The tools have recently added support for virtual infrastructures as well. As noted earlier, the virtual layer makes it more difficult to recognize errant configurations because the abstraction hides the physical hardware from them. It also makes changes to the environment -- like the addition of new servers -- harder to detect. In other words, there's no physical server being installed that a DR manager might notice. For example, many databases have a requirement to separate data files from log files on different disk volumes; a virtualized environment may conceal this from a manual check.
In addition to confirming that the right data is replicated to the remote location, DR monitoring tools can validate the equipment configurations at those locations to ensure they're compatible with the application they may have to support. DR monitoring tools can also detect how far out of sync the disaster recovery site is, measuring how well the recovery site duplicates the primary site's data. Thresholds can be set by the IT team that would trigger an indication, for example, if the secondary site's data copy is older than the primary site data. In such a case, IT would be notified of the problem.
Knowledge is power
The key to DR monitoring tools is their built-in knowledgebase. Instead of scanning hardware and hoping they provide accurate error detection, these applications are based on their own proprietary databases of best practices and configurations. The tools use their database of information to verify various configurations for storage, networking and WAN segments. The capabilities of these knowledgebases are expanding to the point that part of their trouble-ticketing capability now includes the ability to provide root cause analysis. In other words, these products can not only alert IT staff of a potential problem, they can provide specific advice as to how to best remedy the situation.
Companies like Continuity are leveraging their knowledgebase expertise to expand beyond DR monitoring into full SAN management. Where most products in the past have focused on performance diagnostics, Continuity focuses on risk detection. This step into the SAN is also very complementary to DR monitoring; after all, if the SAN itself is misconfigured it will likely impact the disaster recovery plan downstream.
One of the downsides to a knowledgebase-driven product is that it has to support the specific applications, environments and physical hardware in the environment. It's important to ensure that the DR monitoring app you're considering supports the crucial components in your environment. This means choices may be more limited when upgrading to future hardware platforms since you'll want the DR monitoring software to provide equal support. Finally, if your organization likes emerging technology and wants to be on the cutting edge, then a knowledgebase-driven DR monitoring tool may not be the right fit as it's unlikely the tool will support new products until they have an established customer base that justifies inclusion into the knowledgebase.

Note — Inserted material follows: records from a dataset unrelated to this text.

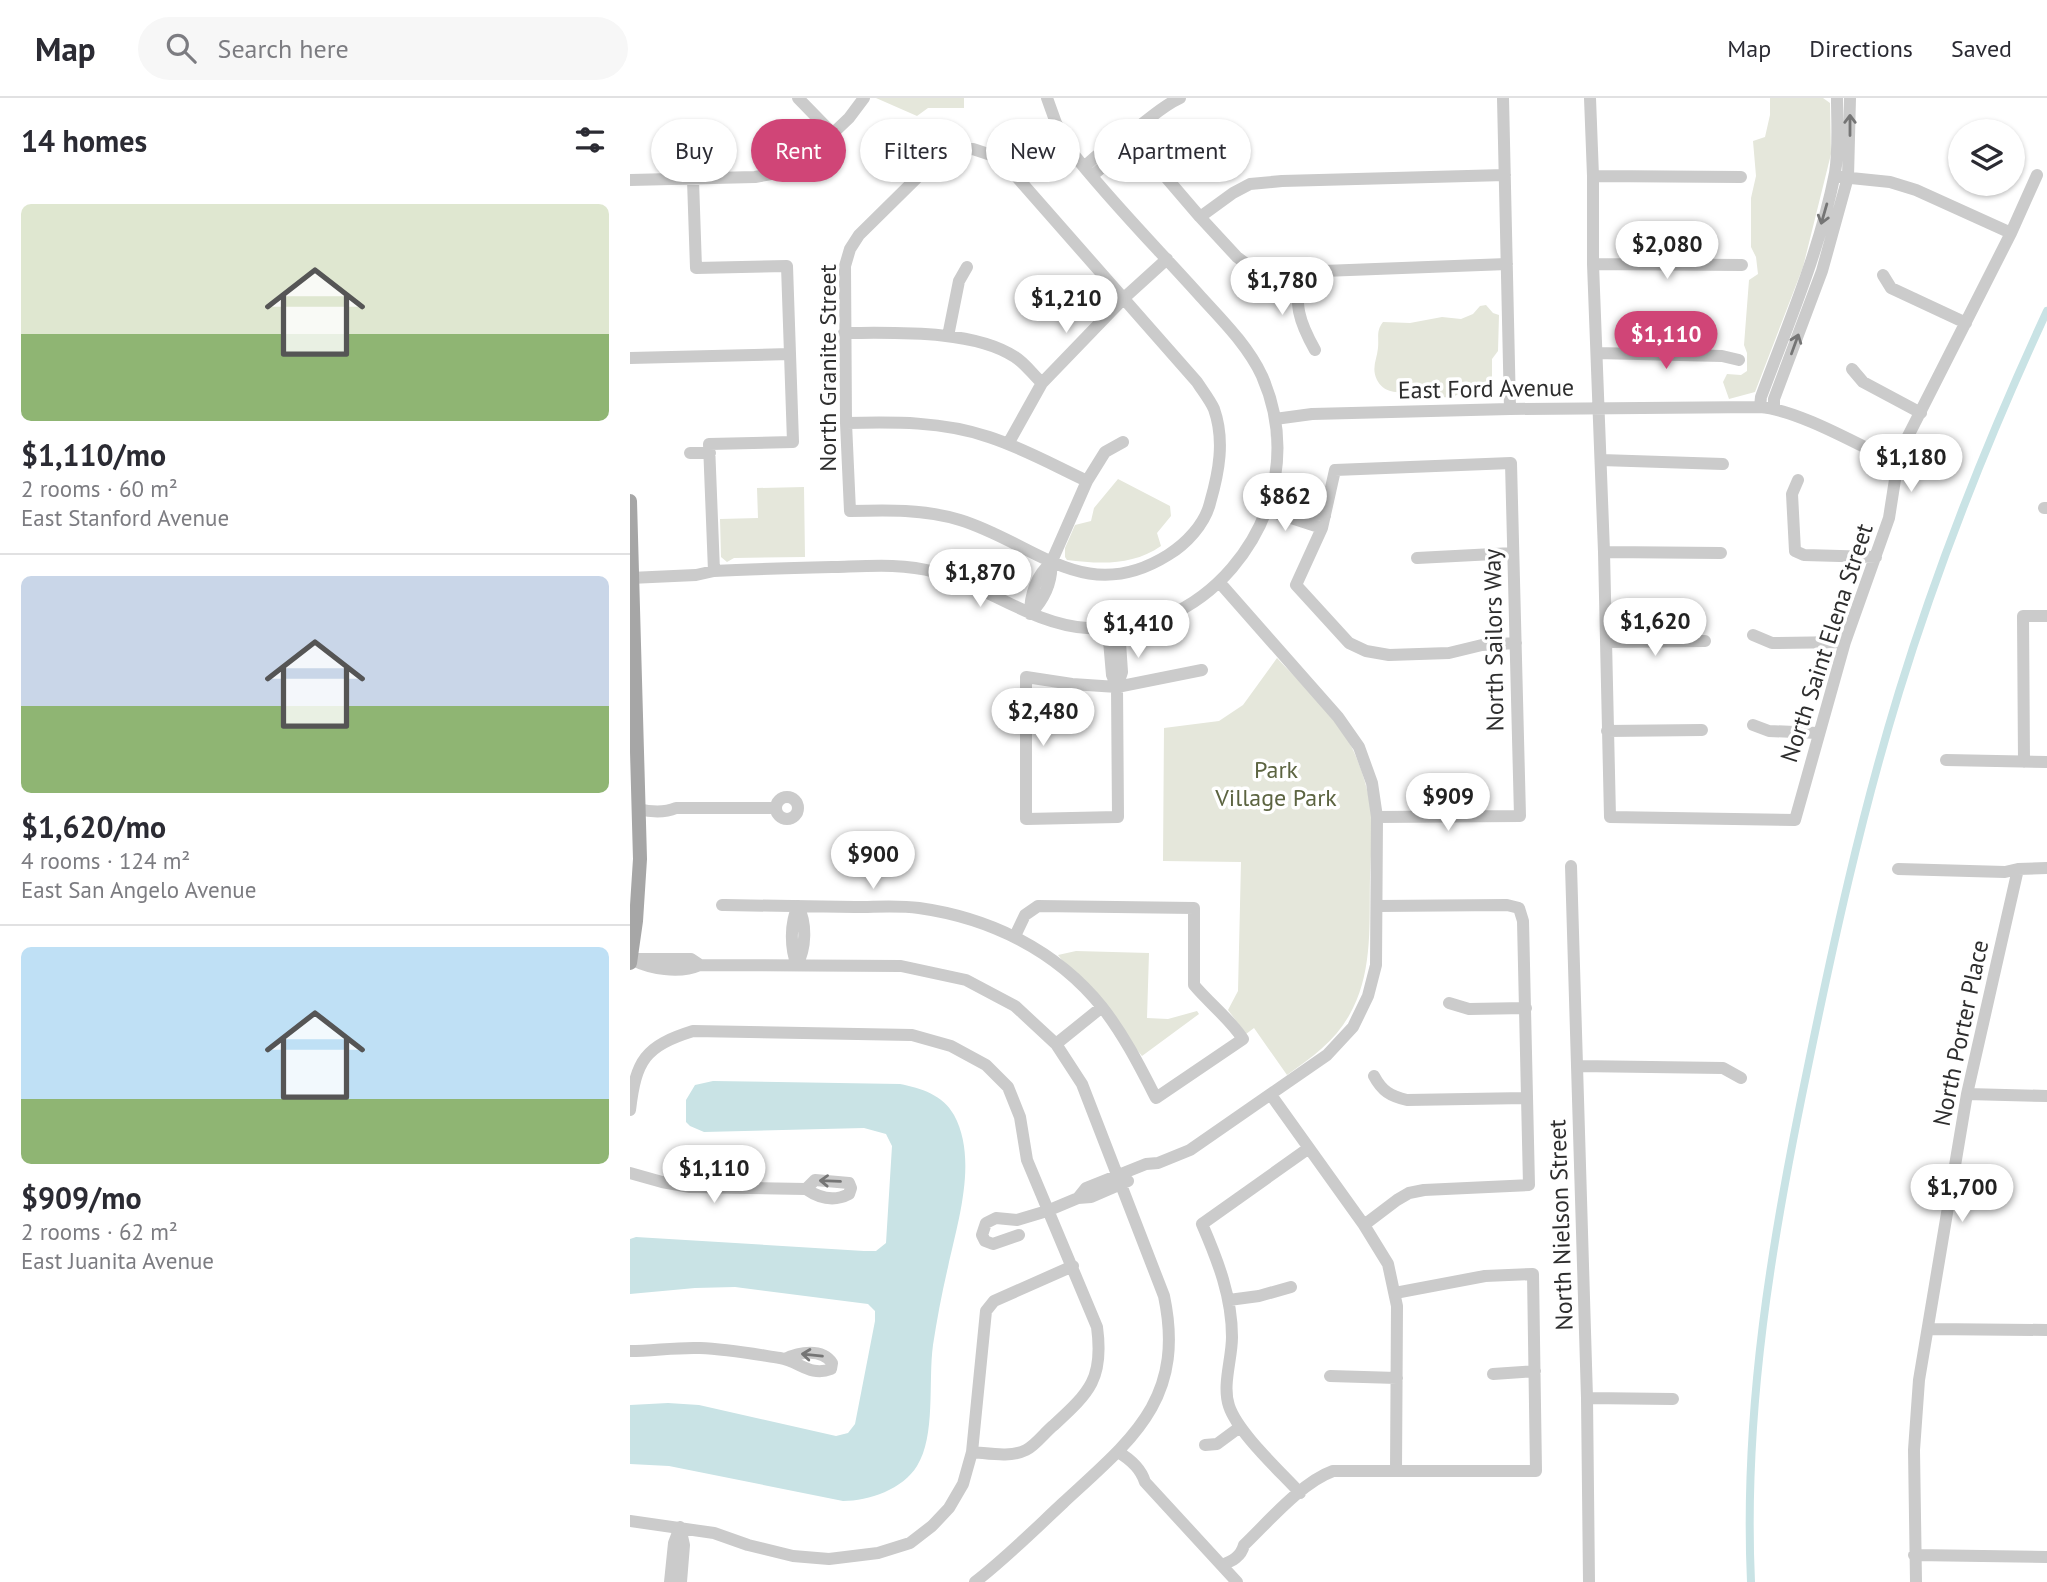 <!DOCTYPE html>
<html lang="en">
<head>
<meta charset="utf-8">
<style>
  body { margin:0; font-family:"PT Sans",sans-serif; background:#f7f7f7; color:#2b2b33; height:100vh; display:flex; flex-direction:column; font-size:26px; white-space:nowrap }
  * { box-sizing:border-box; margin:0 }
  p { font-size:23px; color:#7c7c81 }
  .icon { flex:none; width:38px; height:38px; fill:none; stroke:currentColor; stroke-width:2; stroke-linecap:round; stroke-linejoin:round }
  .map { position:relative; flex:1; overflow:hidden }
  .panel { display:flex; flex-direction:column; background:#fff; width:630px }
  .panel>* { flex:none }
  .banner { position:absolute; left:21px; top:21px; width:665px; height:63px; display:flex; gap:14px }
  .buttons { position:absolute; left:1318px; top:21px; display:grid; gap:14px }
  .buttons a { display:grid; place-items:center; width:77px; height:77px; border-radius:50%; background:#fff; box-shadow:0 2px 5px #0004; font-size:35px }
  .price { position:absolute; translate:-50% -60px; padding:0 16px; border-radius:24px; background:#fff; color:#222; font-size:23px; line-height:46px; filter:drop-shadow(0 2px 4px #0008) }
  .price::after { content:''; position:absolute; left:50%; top:42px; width:21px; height:16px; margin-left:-10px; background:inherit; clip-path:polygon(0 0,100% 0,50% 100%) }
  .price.on { background:#d04577; color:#fff }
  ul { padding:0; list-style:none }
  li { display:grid; align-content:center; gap:14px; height:371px; padding:0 21px }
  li+li { border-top:2px solid #e1e1e2 }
  li span { display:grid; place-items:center; height:217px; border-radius:10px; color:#555 }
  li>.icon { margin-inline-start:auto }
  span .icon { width:126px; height:126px; fill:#fffc; stroke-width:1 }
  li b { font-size:30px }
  h2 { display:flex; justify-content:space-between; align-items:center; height:84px; padding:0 21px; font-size:30px }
  .pill { padding:0 24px; border-radius:32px; background:#fff; box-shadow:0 2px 5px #0004; font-size:24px; line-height:63px }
  .pill.on { background:#d04577; color:#fff }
  header { display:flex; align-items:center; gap:42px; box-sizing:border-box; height:98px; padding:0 35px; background:#fff; border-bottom:2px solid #e1e1e2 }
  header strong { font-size:33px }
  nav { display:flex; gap:38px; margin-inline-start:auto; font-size:24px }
  .search { width:490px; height:63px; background:#f7f7f7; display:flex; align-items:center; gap:18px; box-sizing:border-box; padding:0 24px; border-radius:38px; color:#7c7c81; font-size:26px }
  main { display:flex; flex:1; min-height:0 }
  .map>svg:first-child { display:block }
  .green { fill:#e5e7db }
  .water { fill:#c9e3e5 }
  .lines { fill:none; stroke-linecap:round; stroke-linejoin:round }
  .canal { stroke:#c9e3e5; stroke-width:8 }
  .minor { stroke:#cbcbcb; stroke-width:12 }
  .major { stroke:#a6a6a6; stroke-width:14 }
  .oneway { stroke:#757575 }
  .labels { text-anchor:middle; stroke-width:7; stroke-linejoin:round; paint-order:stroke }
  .street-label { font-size:24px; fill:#2e2e2e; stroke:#fff }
  .park-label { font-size:24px; fill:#5c6441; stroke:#fff }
</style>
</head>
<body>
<header>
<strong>Map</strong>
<div class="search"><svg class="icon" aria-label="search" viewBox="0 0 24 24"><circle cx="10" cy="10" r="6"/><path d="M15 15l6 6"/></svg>Search here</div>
<nav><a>Map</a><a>Directions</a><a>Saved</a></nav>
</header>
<main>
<section class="panel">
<h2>14 homes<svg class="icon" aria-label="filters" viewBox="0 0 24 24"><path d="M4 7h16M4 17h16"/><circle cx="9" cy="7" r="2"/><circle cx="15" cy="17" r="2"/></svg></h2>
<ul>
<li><span style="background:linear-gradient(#dfe7d0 60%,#8fb573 0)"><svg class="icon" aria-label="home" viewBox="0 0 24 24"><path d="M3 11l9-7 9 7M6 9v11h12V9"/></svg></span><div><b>$1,110/mo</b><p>2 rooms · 60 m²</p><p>East Stanford Avenue</p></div></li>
<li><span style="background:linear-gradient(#c9d6e8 60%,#8fb573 0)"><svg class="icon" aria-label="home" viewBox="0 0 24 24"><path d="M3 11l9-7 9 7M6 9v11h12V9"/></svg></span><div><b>$1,620/mo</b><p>4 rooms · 124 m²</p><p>East San Angelo Avenue</p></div></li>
<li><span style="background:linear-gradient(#bfe0f5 70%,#8fb573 0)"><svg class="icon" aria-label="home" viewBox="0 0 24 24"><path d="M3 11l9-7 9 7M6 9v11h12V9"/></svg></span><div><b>$909/mo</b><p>2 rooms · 62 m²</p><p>East Juanita Avenue</p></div></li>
</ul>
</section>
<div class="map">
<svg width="1417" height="1484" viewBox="0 0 1417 1484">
  <rect width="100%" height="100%" fill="#fff"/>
  <path class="green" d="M246,0H334V10H298L287,18Z
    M1140,0H1193L1200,5L1201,56L1173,169L1125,294L1099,301L1093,284L1097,276L1111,277L1117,273V255L1114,247L1119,182L1128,176L1126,159L1121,149V100L1126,78L1123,43L1135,39L1140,17Z
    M856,207L863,215L869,217L868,253L862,261V283C854,294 849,289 837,289C833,292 829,297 824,298C813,302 802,296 791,295C775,293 756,299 747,282C741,270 747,261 748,250C749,239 746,233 753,224L780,225L812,219L831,221L843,216L850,208Z
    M488,381L540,408L541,418L527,435L531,448C502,468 470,466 437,462L435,459V450L445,427L461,423L464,410Z
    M174,389L175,459L104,460L97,464L91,459L90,421L128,420L127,390Z
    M647,560C674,589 708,618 724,654C731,670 737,688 740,705C743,729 741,755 740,779C739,823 743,870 723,910C709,940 684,958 657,977L624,930L616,936L598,912L608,893L611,764L533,763L534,630L589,623L613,607Z
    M446,853L519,855L517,920L538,921L567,913L569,916L512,958L428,857Z"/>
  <path class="water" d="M83,983L270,986C291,990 313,997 324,1017C348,1061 328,1123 318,1169C312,1194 307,1221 303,1247C298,1283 306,1338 287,1368C273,1391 239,1403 213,1403L39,1368L0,1366V1307L38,1305L69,1307L206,1338L218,1335L225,1326L245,1223V1213L238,1206L105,1189L65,1190L0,1196V1141L6,1139L234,1153H246L256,1145L262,1048L256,1036L234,1030L74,1034L60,1028L56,1024V1002L65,987Z"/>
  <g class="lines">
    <path class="canal" d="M1121,1484C1113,1312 1142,1141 1177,973C1203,846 1231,718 1269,594C1309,464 1360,336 1417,213"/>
    <path class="minor" d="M168,0L203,36
      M873,0L880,311
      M960,0L963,78V166L974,454L980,719L1165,722L1215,544L1259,420L1269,356L1381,135L1407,77
      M498,35L570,119L607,159L623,171L667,174L877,166
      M343,51L370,60L567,284C572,292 580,302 584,311C595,342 589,374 580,405C575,426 556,446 538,457C455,509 405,445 330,422C294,411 257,412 220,413L216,325L215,168L220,151L229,137L302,65L321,53Z
      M454,69C468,56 482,45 499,35C517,24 530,9 550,0
      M462,78L495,50L498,35
      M963,78L1111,79
      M1211,79L1260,84L1286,92L1381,135
      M0,82L125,79L147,75L176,61L219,20L234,0
      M63,82L66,170L157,168L163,344L79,346L84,473
      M570,119L603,95L620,86L652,83L875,77
      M963,166L1112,167
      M667,174C667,210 667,220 685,252
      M1253,177L1261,190L1336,225
      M214,235C263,235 343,231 385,259C395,265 403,277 412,285
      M318,238L329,183L337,169
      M967,255L1092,258L1109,262
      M0,260L160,256
      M1222,271L1233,284L1291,315
      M1130,309L1131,299C1158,226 1190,152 1205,75C1209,51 1207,24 1207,0
      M1144,311V301L1192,173L1218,79L1220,0
      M645,321L682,316L880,311L1130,309C1169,312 1230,348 1267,365
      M216,325C264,324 312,323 359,339C393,350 425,368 457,383
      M378,346L412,285L494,200L537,161
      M60,355H80
      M971,362L1093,366
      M1168,382L1162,396L1165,453L1174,457L1246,459
      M641,406L649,416L692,430
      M641,406H651L695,418
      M1414,410H1417
      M974,454L1091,455
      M787,460L883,455
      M0,480L66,477L84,473C124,471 165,470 205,469C238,468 273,465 305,474C358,488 401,526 457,530C515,535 565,513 602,470C648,416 661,344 632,278C618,248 593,223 571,199C528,151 481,104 441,53L426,25L417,0
      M400,516C413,503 423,484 421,465L457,383L475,354L493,344
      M400,516C400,498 406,477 421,465
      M489,530L492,574L487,589L488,719L396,721V579L442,586L487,589L572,572
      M478,531L482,577L487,589
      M1123,537L1142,545L1215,544
      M976,544L1075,543
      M1123,627L1139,633L1188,635
      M977,633L1072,632
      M1316,662L1417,664
      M1394,664L1393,518H1417
      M146 710a11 11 0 1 1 22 0a11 11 0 1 1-22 0Z
      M8,711C21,714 34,715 46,710H146
      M747,719L890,718L881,365L705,372L692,430L666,487L719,545L736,553L759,557L819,555L852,547L886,545
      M941,768L957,1300L959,1484
      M1268,771L1375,774L1388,771L1417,770
      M92,807C136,808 180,808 225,809C246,809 268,807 289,810C360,820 426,852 472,909C494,937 510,969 526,1000L613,941C599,920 580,906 564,887V810L408,808L395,817L385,838
      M0,861H61L70,867
      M1,861C20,871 49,876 70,867L271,868L336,882L385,908L426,946L452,986L534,1198C556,1302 501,1342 433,1405C404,1432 376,1460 345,1484
      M167,867C176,850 177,826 168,808
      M167,867C160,850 160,825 168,808
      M819,905L839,911L896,910
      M426,946L472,909
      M948,968L1093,970L1111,980
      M744,978C752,993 760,998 777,1002L897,1000
      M1337,996L1417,998
      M641,997L734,1127L758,1166L767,1208L766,1373
      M0,1012C6,962 15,948 63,933L282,937L321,948L356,967L378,989L390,1019L397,1062L467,1229C474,1280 460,1294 424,1327C415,1334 406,1347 396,1352C380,1360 358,1355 342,1354
      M0,1075L32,1084L60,1089L176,1091C189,1100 204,1104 219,1096L221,1090L219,1085L185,1082L176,1091
      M448,1100L456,1090L516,1066L528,1065L560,1052L697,957L723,929L738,898L746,867L747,719L742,685L729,649L708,619L590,485
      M734,1127L767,1102L779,1095L794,1092L899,1087L893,823L889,810L877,807L748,808
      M389,1137L363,1146L355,1143L352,1137L356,1125L366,1120L387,1122L417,1113L448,1100L461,1099L498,1083
      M599,1202L629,1198L661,1189
      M1298,1231L1417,1232
      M0,1253C23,1253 46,1249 70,1250C97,1251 124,1256 150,1260C169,1263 180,1279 201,1271L202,1265C192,1250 169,1254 155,1261
      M863,1276L905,1273
      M700,1278L767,1280
      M957,1300L1043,1301
      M575,1347L587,1346L610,1329
      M488,1354C500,1361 511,1371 515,1384L607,1484
      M670,1395C650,1373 608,1335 599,1308C592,1287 602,1261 602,1239C602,1199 588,1163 572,1126L679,1050
      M0,1423L84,1435L118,1447L163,1458L199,1461L248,1455L280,1445L302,1428L319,1410L333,1386L342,1354L356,1213L364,1203L443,1168
      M50,1429L54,1447L51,1484
      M1284,1457L1417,1459
      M592,1467C602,1463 611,1459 614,1447C638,1424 672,1384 703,1373H906L903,1176L855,1178L765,1195
      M40,1484L44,1445L50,1429
      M1286,1484L1284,1352L1289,1282L1337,996L1388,771"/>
    <path class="major" d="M0,403L10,761L6,823L0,865"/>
  </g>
  <defs><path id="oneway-shaft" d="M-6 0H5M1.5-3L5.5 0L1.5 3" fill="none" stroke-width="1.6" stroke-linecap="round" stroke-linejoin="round" transform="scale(1.75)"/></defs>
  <g class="oneway">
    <use href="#oneway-shaft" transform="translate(1220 27) rotate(-90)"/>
    <use href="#oneway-shaft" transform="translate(1194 116) rotate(106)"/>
    <use href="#oneway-shaft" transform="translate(1165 246) rotate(-70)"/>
    <use href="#oneway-shaft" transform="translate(200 1083) rotate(-178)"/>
    <use href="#oneway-shaft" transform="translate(182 1257) rotate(-174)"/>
  </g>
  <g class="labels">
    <g class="street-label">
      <text transform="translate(198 270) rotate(-90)" y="8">North Granite Street</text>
      <text transform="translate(856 291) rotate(-1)" y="8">East Ford Avenue</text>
      <text transform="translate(864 542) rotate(-91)" y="8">North Sailors Way</text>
      <text transform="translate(1197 545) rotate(-72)" y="8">North Saint Elena Street</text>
      <text transform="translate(1331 935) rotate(-78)" y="8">North Porter Place</text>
      <text transform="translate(931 1127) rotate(-92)" y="8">North Nielson Street</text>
    </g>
    <g class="park-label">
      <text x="646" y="680">Park<tspan x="646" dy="28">Village Park</tspan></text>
    </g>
  </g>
</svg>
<div class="buttons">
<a><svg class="icon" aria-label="layers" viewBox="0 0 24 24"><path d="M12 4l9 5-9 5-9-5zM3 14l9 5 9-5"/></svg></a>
</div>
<b class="price" style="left:1037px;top:183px">$2,080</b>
<b class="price" style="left:652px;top:219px">$1,780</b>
<b class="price" style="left:436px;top:237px">$1,210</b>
<b class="price on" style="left:1036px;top:273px">$1,110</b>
<b class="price" style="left:1281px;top:396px">$1,180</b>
<b class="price" style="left:655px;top:435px">$862</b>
<b class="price" style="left:350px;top:511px">$1,870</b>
<b class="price" style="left:1025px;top:560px">$1,620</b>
<b class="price" style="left:508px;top:562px">$1,410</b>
<b class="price" style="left:413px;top:650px">$2,480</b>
<b class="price" style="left:818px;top:735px">$909</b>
<b class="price" style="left:243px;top:793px">$900</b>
<b class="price" style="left:84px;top:1107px">$1,110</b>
<b class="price" style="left:1332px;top:1126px">$1,700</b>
<div class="banner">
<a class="pill">Buy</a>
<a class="pill on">Rent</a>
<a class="pill">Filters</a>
<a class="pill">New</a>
<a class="pill">Apartment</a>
</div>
</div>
</main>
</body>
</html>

Bottom line on DR inspection tools
DR planning is never a one-time event; it's a constant process that has to keep up with evolving service-level agreements and changes in the environment. Given the realities of a rapidly changing data center, it's almost impossible for change control processes to keep up, and it's equally difficult to conduct DR tests with enough frequency to be meaningful. As a result, most companies, especially large enterprises, should consider disaster recovery monitoring tools that allow for the near-real-time analysis of the DR setup and processes. This includes the primary data center SAN and its reciprocal data center that will be counted on in the case of a disaster.
About the author:
George Crump is president of Storage Switzerland, an IT analyst firm focused on storage and virtualization.